Jim Campbell’s Discorrelated Images


Last evening I had the pleasure of discussing Jim Campbell’s work with him at the Anderson Collection at Stanford, where he has a wonderful exhibition of LED-based works up right now. It was a far-ranging discussion, in a packed gallery, and great fun all around. Here are my opening remarks:

Before we start our conversation, I have the honor of offering some framing thoughts about Jim Campbell’s work. I want to use this opportunity to put that work into dialogue with some of my own interests and concerns as a theorist of the intersection between computational and moving-image media. I am concerned, in other words, with the historical and phenomenological encounter between the invisible processing of digital information and the visible forms that result from it—and it is precisely this encounter that Jim’s LED-based artworks enact or perform in a variety of thought-provokingly deformative ways. This is to say that his work, by means of occluding, blocking, and de-focusing our view, ironically makes perceptible the very mismatch between perception and computational processing that lies at the heart of digital video as it circulates online, on our smartphones, on DVDs and BluRays, on digital cable and satellite TV, and in the digital projection systems of contemporary movie theaters.
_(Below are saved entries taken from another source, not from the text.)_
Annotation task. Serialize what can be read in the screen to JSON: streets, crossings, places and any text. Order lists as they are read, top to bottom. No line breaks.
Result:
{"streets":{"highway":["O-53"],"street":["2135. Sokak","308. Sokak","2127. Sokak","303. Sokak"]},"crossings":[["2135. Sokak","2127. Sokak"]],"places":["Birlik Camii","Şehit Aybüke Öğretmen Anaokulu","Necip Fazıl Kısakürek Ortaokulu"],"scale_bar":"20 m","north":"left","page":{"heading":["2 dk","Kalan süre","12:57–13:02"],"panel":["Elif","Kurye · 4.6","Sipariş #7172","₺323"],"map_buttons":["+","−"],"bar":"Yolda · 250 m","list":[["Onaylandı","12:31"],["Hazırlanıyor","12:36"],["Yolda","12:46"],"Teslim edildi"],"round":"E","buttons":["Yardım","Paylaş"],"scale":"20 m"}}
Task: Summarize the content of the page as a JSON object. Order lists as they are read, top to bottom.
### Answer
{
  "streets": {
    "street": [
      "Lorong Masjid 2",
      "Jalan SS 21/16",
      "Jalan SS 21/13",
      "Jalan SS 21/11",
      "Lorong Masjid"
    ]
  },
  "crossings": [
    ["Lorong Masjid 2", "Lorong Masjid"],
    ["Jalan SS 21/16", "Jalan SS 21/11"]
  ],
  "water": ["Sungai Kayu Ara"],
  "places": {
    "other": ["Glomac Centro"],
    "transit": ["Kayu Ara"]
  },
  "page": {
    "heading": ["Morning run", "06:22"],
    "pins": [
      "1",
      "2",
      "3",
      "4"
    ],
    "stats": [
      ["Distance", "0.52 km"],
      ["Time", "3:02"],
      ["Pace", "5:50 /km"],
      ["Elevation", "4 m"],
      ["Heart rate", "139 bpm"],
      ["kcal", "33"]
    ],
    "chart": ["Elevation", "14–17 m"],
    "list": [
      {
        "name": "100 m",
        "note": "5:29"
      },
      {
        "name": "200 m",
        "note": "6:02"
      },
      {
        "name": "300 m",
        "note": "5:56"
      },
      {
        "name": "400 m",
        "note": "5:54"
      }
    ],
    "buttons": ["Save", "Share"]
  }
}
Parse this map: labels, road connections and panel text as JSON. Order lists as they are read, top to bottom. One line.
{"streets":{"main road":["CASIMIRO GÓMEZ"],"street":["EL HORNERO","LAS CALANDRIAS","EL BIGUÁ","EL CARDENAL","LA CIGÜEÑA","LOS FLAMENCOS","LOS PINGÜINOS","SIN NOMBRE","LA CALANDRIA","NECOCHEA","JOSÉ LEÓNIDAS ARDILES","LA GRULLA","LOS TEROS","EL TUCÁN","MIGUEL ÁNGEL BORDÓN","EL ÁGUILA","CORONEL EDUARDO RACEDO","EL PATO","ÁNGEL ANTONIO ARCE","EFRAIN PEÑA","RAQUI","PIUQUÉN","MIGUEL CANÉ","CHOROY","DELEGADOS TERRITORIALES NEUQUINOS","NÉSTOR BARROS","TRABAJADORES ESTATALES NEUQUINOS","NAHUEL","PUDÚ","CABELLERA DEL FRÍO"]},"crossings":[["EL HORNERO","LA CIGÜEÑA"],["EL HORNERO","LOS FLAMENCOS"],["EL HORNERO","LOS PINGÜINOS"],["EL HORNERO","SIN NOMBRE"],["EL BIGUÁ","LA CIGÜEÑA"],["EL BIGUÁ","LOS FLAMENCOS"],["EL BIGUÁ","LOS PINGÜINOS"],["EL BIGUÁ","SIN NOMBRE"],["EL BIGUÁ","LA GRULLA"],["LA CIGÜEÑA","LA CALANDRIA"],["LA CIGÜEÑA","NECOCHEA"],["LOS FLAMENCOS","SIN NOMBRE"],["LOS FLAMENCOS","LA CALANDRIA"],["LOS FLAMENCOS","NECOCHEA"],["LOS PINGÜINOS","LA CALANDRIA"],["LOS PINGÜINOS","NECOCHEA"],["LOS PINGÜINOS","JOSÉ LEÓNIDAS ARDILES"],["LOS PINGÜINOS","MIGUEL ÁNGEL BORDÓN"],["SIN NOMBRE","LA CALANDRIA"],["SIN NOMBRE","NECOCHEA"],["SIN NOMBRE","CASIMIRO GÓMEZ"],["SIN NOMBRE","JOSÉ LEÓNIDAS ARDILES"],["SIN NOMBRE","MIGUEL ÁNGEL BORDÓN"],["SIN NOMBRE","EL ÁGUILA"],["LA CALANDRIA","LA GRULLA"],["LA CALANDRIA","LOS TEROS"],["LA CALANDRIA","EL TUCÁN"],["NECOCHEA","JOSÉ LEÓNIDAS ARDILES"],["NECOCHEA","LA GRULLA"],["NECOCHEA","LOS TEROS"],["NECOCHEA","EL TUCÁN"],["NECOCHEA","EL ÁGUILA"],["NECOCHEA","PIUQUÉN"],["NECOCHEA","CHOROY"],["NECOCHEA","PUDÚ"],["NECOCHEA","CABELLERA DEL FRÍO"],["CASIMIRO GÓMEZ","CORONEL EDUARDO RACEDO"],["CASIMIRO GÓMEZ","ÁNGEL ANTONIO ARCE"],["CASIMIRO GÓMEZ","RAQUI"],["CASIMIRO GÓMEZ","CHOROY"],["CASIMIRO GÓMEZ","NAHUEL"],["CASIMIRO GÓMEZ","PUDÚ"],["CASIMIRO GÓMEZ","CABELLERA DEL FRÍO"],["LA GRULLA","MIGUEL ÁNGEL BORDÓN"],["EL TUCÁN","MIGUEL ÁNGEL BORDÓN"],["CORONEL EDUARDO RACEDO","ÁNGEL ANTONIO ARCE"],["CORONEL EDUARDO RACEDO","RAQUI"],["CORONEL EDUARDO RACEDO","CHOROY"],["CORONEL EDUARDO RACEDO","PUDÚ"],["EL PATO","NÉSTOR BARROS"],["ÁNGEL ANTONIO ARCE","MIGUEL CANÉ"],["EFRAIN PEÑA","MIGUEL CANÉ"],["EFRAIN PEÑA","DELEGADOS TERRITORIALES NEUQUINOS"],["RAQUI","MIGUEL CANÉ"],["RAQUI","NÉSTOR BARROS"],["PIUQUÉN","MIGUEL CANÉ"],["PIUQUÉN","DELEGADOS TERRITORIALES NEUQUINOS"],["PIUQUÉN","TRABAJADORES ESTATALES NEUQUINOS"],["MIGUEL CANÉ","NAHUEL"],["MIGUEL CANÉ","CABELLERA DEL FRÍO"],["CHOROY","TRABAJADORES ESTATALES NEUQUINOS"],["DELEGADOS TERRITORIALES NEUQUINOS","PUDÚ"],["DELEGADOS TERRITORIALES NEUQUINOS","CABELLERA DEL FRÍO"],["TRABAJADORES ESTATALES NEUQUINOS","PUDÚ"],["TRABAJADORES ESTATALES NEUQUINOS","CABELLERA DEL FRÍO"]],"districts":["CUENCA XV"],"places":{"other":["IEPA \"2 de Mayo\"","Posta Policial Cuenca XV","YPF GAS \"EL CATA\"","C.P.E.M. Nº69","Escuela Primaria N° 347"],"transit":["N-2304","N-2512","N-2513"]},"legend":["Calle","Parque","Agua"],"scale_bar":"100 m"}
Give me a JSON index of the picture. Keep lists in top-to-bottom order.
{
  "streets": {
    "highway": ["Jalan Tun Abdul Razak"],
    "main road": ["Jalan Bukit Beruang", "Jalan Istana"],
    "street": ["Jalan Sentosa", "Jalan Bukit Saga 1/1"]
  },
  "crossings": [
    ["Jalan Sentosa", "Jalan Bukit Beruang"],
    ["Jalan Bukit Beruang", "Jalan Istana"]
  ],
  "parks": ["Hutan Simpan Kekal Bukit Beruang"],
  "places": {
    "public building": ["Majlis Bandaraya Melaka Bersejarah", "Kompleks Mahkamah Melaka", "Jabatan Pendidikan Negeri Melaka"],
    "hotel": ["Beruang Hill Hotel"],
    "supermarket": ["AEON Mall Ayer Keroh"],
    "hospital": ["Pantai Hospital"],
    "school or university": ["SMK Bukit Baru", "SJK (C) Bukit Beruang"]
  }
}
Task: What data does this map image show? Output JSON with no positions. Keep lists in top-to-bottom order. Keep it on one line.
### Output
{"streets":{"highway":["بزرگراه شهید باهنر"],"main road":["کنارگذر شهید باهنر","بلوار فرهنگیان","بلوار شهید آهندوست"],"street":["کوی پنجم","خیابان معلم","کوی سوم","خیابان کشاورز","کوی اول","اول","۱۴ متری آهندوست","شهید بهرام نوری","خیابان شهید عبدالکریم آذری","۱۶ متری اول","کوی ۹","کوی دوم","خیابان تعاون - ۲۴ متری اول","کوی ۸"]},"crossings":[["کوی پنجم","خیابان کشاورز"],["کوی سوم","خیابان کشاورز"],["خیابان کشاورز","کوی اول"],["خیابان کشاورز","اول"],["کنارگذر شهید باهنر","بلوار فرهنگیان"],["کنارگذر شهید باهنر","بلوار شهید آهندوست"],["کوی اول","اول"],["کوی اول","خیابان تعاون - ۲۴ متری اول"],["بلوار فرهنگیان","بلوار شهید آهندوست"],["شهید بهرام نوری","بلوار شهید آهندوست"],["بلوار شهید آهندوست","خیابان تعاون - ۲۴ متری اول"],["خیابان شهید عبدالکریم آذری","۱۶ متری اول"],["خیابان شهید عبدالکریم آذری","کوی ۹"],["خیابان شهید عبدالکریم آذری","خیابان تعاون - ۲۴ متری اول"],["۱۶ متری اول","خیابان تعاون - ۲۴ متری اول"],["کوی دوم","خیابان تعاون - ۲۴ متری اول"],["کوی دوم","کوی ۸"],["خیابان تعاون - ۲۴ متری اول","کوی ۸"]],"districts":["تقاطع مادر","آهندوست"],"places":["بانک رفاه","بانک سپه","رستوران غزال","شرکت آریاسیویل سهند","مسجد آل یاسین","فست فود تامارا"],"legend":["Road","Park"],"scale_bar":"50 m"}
In all of those contexts, digital processing remains resolutely invisible to perception (except, that is, through exceptional moments of glitching, buffering, and the like); but, those exceptional and denigrated moments aside, the perceptual “content” of digital video is privileged, thus blinding us to the ways that the medial form of video’s computational processing is changing the very parameters of our embodied perception, or the ways that, as Canadian media theorist Marshall McLuhan put it, our “sensory ratios” are being reformed by our encounter with a new media environment.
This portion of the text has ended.